Esterline’s headquarters staff and the heads of divisions scattered around the world focus on making a smooth transition when the transaction occurs. They do not want to lose critical new staff because of a culture clash.
“We realize that, when you buy a company, the talented people have options,” he explains. “We want to make sure we give them a feeling of security here at Esterline. At the very least, we don’t want to do anything to make them feel insecure.”
In the most recent acquisition in early January, Esterline paid $120 million to acquire a privately held intelligence systems company, Eclipse Electronic Systems. Lawrence bought Eclipse to bolster sales in the intelligence, surveillance and reconnaissance markets. If history is any guide, Eclipse should make a great fit. To date, all of Esterline’s mergers have become success stories. Each broke even and began to add new earnings to the combined enterprise within a year of closing the deal, Lawrence says.
Chalk it up to what must be one of the more elaborate merger strategies in the industry. This is not growth for growth’s sake. The heads of the individual businesses are supposed to keep a radar screen of companies that would make a good strategic fit.
At the same time, a senior Esterline executive manages relationships with smaller firms that also seem like promising candidates, talking with them at air shows and trade events. It usually takes several years, perhaps as much as a decade, before Esterline feels the time is right to offer to buy the smaller company.
Often, the marriage occurs because the target company’s founder feels that he or she has reached a plateau and needs the money and infrastructure of a well-financed parent company to move forward. And Esterline has plenty of cash for growth—some $331 million of it on hand for the fiscal 2011 first quarter that ended January 28. During the period, company earnings rose 10 times faster than revenues, up a stunning 130 percent to nearly $30 million on a 10.6 percent sales increase.
Lawrence seems to relish the role of CEO of a company that is lean, profitable and making waves in the industry. But he certainly does not seem all business.

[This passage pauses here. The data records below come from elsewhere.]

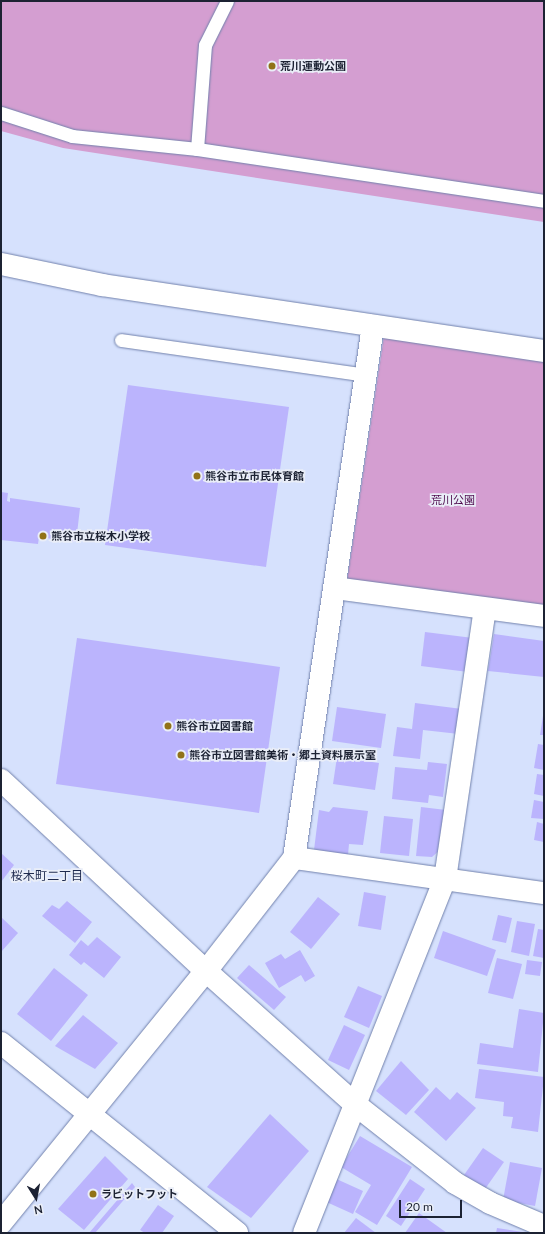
<!DOCTYPE html>
<meta charset="utf-8">
<style>
body{margin:0}
#map{position:relative;width:545px;height:1234px;overflow:hidden;background:#d6e1fd;font-family:Lato,"Noto Sans JP",sans-serif}
div>[style]{position:absolute}
.green>*{inset:0;background:#d49ed1}
.building>*{inset:0;background:#bbb4fd}
.roads{filter:drop-shadow(0 0 1px #7181ac) drop-shadow(0 0 1px #7181ac)}
.service>*{height:13px;margin:-6.5px;padding:0 6.5px;transform-origin:6.5px;border-radius:6.5px;background:#fff}
.minor>*{height:22px;margin:-11px;padding:0 11px;transform-origin:11px;border-radius:11px;background:#fff}
.tertiary>*{height:22px;margin:-11px;padding:0 11px;transform-origin:11px;border-radius:11px;background:#fff}
.dots>*{width:11px;height:11px;translate:-50% -50%;box-sizing:border-box;border:2px solid #eaeef8;border-radius:50%}
span{translate:-50% -50%;white-space:nowrap;text-align:center;line-height:1.15;-webkit-text-stroke:3.5px #eaeef8;paint-order:stroke}
.poi-label{font-size:11px;color:#1c2233;font-weight:700}
.left{translate:0 -50%;text-align:left}
.park-label{font-size:11px;color:#4b074b}
.neighbourhood-label{font-size:12px;color:#1e2a4e}
.frame{position:absolute;inset:0;border:2px solid #1c2233;pointer-events:none}
.north{position:absolute;left:16px;top:1178px;width:40px;height:40px;-webkit-text-stroke:3px #eaeef8;paint-order:stroke;rotate:169deg;font-size:11px;font-weight:700;line-height:16px;text-align:center;color:#1c2233}
.north::after{content:'';display:block;margin:auto;width:14px;height:18px;background:#1c2233;clip-path:polygon(50% 0,100% 100%,50% 72%,0 100%)}
.scale{position:absolute;left:399px;top:1200px;width:63px;height:18px;box-sizing:border-box;border:2px solid #1c2233;border-top:0;padding-left:5px;font-size:12px;line-height:14px;white-space:nowrap;color:#1c2233;-webkit-text-stroke:3px #eaeef8;paint-order:stroke}
</style>
<div id="map">
<div class="green">
<i style="clip-path:polygon(1px 1px,544px 1px,544px 222px,63px 148px,1px 131px)"></i>
<i style="clip-path:polygon(384px 336px,544px 360px,544px 607px,347px 581px)"></i>
</div>
<div class="building">
<i style="clip-path:polygon(128px 385px,289px 407px,266px 567px,105px 545px)"></i>
<i style="clip-path:polygon(1px 492px,8px 493px,7px 501px,10px 502px,10px 498px,80px 508px,76px 542px,39px 537px,38px 544px,1px 540px)"></i>
<i style="clip-path:polygon(425px 632px,473px 638px,468px 672px,421px 666px)"></i>
<i style="clip-path:polygon(494px 634px,544px 641px,544px 677px,488px 671px)"></i>
<i style="clip-path:polygon(77px 638px,280px 667px,259px 813px,56px 784px)"></i>
<i style="clip-path:polygon(415px 703px,462px 709px,459px 734px,423px 730px,420px 759px,393px 756px,397px 727px,412px 729px)"></i>
<i style="clip-path:polygon(337px 707px,386px 714px,381px 748px,332px 741px)"></i>
<i style="clip-path:polygon(543px 716px,544px 716px,544px 735px,540px 735px)"></i>
<i style="clip-path:polygon(538px 744px,544px 745px,544px 770px,534px 768px)"></i>
<i style="clip-path:polygon(337px 757px,379px 763px,375px 790px,333px 784px)"></i>
<i style="clip-path:polygon(428px 762px,447px 764px,443px 797px,429px 795px,428px 803px,392px 799px,395px 767px,427px 770px)"></i>
<i style="clip-path:polygon(537px 774px,544px 775px,544px 796px,534px 794px)"></i>
<i style="clip-path:polygon(534px 800px,544px 802px,544px 819px,531px 818px)"></i>
<i style="clip-path:polygon(333px 807px,368px 811px,363px 845px,349px 844px,348px 855px,314px 850px,319px 810px,329px 812px)"></i>
<i style="clip-path:polygon(421px 807px,446px 810px,442px 848px,432px 857px,416px 856px)"></i>
<i style="clip-path:polygon(384px 816px,413px 819px,409px 856px,380px 853px)"></i>
<i style="clip-path:polygon(537px 822px,544px 824px,544px 842px,534px 840px)"></i>
<i style="clip-path:polygon(1px 853px,14px 865px,1px 882px)"></i>
<i style="clip-path:polygon(364px 892px,386px 896px,381px 930px,358px 926px)"></i>
<i style="clip-path:polygon(318px 897px,340px 914px,311px 949px,290px 932px)"></i>
<i style="clip-path:polygon(67px 901px,92px 922px,75px 943px,42px 916px,52px 905px,59px 909px)"></i>
<i style="clip-path:polygon(498px 915px,512px 918px,506px 943px,492px 940px)"></i>
<i style="clip-path:polygon(1px 917px,18px 933px,1px 952px)"></i>
<i style="clip-path:polygon(517px 921px,535px 924px,529px 956px,511px 952px)"></i>
<i style="clip-path:polygon(538px 929px,544px 930px,544px 958px,533px 956px)"></i>
<i style="clip-path:polygon(443px 931px,496px 950px,487px 976px,434px 958px)"></i>
<i style="clip-path:polygon(97px 937px,121px 957px,104px 978px,84px 962px,81px 965px,69px 955px,81px 940px,88px 946px)"></i>
<i style="clip-path:polygon(300px 950px,315px 976px,305px 982px,301px 975px,279px 988px,265px 963px,281px 954px,285px 959px)"></i>
<i style="clip-path:polygon(497px 958px,522px 964px,513px 999px,488px 993px)"></i>
<i style="clip-path:polygon(527px 960px,542px 962px,540px 976px,525px 974px)"></i>
<i style="clip-path:polygon(249px 965px,286px 997px,274px 1010px,237px 978px)"></i>
<i style="clip-path:polygon(54px 968px,88px 995px,51px 1041px,17px 1014px)"></i>
<i style="clip-path:polygon(358px 986px,382px 996px,369px 1028px,344px 1017px)"></i>
<i style="clip-path:polygon(519px 1009px,544px 1013px,538px 1072px,477px 1064px,480px 1043px,513px 1048px)"></i>
<i style="clip-path:polygon(83px 1015px,118px 1043px,95px 1069px,55px 1046px)"></i>
<i style="clip-path:polygon(344px 1025px,365px 1035px,349px 1070px,328px 1060px)"></i>
<i style="clip-path:polygon(401px 1061px,429px 1090px,406px 1115px,376px 1091px)"></i>
<i style="clip-path:polygon(479px 1069px,544px 1077px,538px 1132px,511px 1128px,513px 1117px,503px 1116px,504px 1102px,475px 1098px)"></i>
<i style="clip-path:polygon(436px 1087px,450px 1100px,457px 1092px,476px 1108px,446px 1141px,414px 1112px)"></i>
<i style="clip-path:polygon(270px 1114px,309px 1151px,251px 1218px,207px 1187px)"></i>
<i style="clip-path:polygon(360px 1136px,412px 1167px,377px 1225px,355px 1212px,371px 1185px,341px 1167px)"></i>
<i style="clip-path:polygon(483px 1148px,504px 1162px,485px 1189px,464px 1175px)"></i>
<i style="clip-path:polygon(105px 1156px,128px 1179px,84px 1230px,58px 1209px)"></i>
<i style="clip-path:polygon(510px 1162px,542px 1168px,535px 1206px,503px 1200px)"></i>
<i style="clip-path:polygon(332px 1177px,363px 1191px,353px 1214px,322px 1200px)"></i>
<i style="clip-path:polygon(410px 1179px,425px 1189px,401px 1226px,386px 1216px)"></i>
<i style="clip-path:polygon(132px 1183px,135px 1187px,95px 1233px,89px 1233px)"></i>
<i style="clip-path:polygon(158px 1205px,174px 1216px,162px 1233px,145px 1233px,140px 1230px)"></i>
<i style="clip-path:polygon(419px 1213px,447px 1233px,405px 1233px)"></i>
<i style="clip-path:polygon(356px 1218px,376px 1233px,344px 1233px)"></i>
<i style="clip-path:polygon(497px 1228px,523px 1232px,523px 1233px,496px 1233px)"></i>
</div>
<div class="roads">
<div class="service">
<i style="left:1px;top:113px;width:75px;rotate:17.9deg"></i>
<i style="left:72px;top:136px;width:126px;rotate:5.9deg"></i>
<i style="left:197px;top:149px;width:351px;rotate:8.5deg"></i>
<i style="left:197px;top:149px;width:104px;rotate:-85.6deg"></i>
<i style="left:205px;top:45px;width:49px;rotate:-63.4deg"></i>
<i style="left:121px;top:340px;width:247px;rotate:8.1deg"></i>
</div>
<div class="minor">
<i style="left:1px;top:264px;width:103px;rotate:11.7deg"></i>
<i style="left:102px;top:285px;width:447px;rotate:8.5deg"></i>
<i style="left:335px;top:588px;width:211px;rotate:7.6deg"></i>
<i style="left:1px;top:780px;width:280px;rotate:43deg"></i>
<i style="left:206px;top:971px;width:201px;rotate:41.8deg"></i>
<i style="left:356px;top:1105px;width:126px;rotate:38.2deg"></i>
<i style="left:455px;top:1183px;width:40px;rotate:29.7deg"></i>
<i style="left:490px;top:1203px;width:59px;rotate:23.1deg"></i>
<i style="left:304px;top:1233px;width:381px;rotate:-68.3deg"></i>
<i style="left:445px;top:879px;width:273px;rotate:-81.6deg"></i>
</div>
<div class="tertiary">
<i style="left:294px;top:858px;width:252px;rotate:8deg"></i>
<i style="left:1px;top:1043px;width:303px;rotate:38.8deg"></i>
<i style="left:1px;top:1223px;width:325px;rotate:-50.9deg"></i>
<i style="left:206px;top:971px;width:143px;rotate:-52.1deg"></i>
<i style="left:294px;top:858px;width:538px;rotate:-81.55deg"></i>
</div>
</div>
<div class="dots">
<i style="left:272px;top:66px;background:#917218"></i>
<i style="left:197px;top:476px;background:#917218"></i>
<i style="left:43px;top:536px;background:#917218"></i>
<i style="left:168px;top:726px;background:#917218"></i>
<i style="left:181px;top:755px;background:#917218"></i>
<i style="left:93px;top:1194px;background:#917218"></i>
</div>
<div class="poi-label">
<span class="left" style="left:280px;top:66px">荒川運動公園</span>
<span class="left" style="left:205px;top:476px">熊谷市立市民体育館</span>
<span class="left" style="left:51px;top:536px">熊谷市立桜木小学校</span>
<span class="left" style="left:176px;top:726px">熊谷市立図書館</span>
<span class="left" style="left:189px;top:755px">熊谷市立図書館美術・郷土資料展示室</span>
<span class="left" style="left:101px;top:1194px">ラビットフット</span>
</div>
<div class="park-label">
<span style="left:453px;top:500px">荒川公園</span>
</div>
<div class="neighbourhood-label">
<span style="left:47px;top:876px">桜木町二丁目</span>
</div>
<div class="frame"></div>
<div class="north">N</div>
<div class="scale">20 m</div>
</div>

He can shift effortlessly from talking about defense electronics sales and industry trends to how important it is in life to have fun—witness his outlook on skiing.
Then again, it was a thirst for excitement that led him to the aerospace industry in the first place. He recalls trudging across a snow-covered Pennsylvania campus one day and having an epiphany. The hit 1960s Mamas and the Papas song “California Dreamin’” played in his head. He recalls deciding right then to move to the West Coast. He later relocated to Newport Beach, a coastal community in Southern California where he played beach volleyball—that is, when he was not up in the mountains skiing.
“I try to stay active,” he says. “As many weekends as possible I play golf or go skiing, depending on the season. I think it’s important for CEOs to maintain a healthy work-life balance.”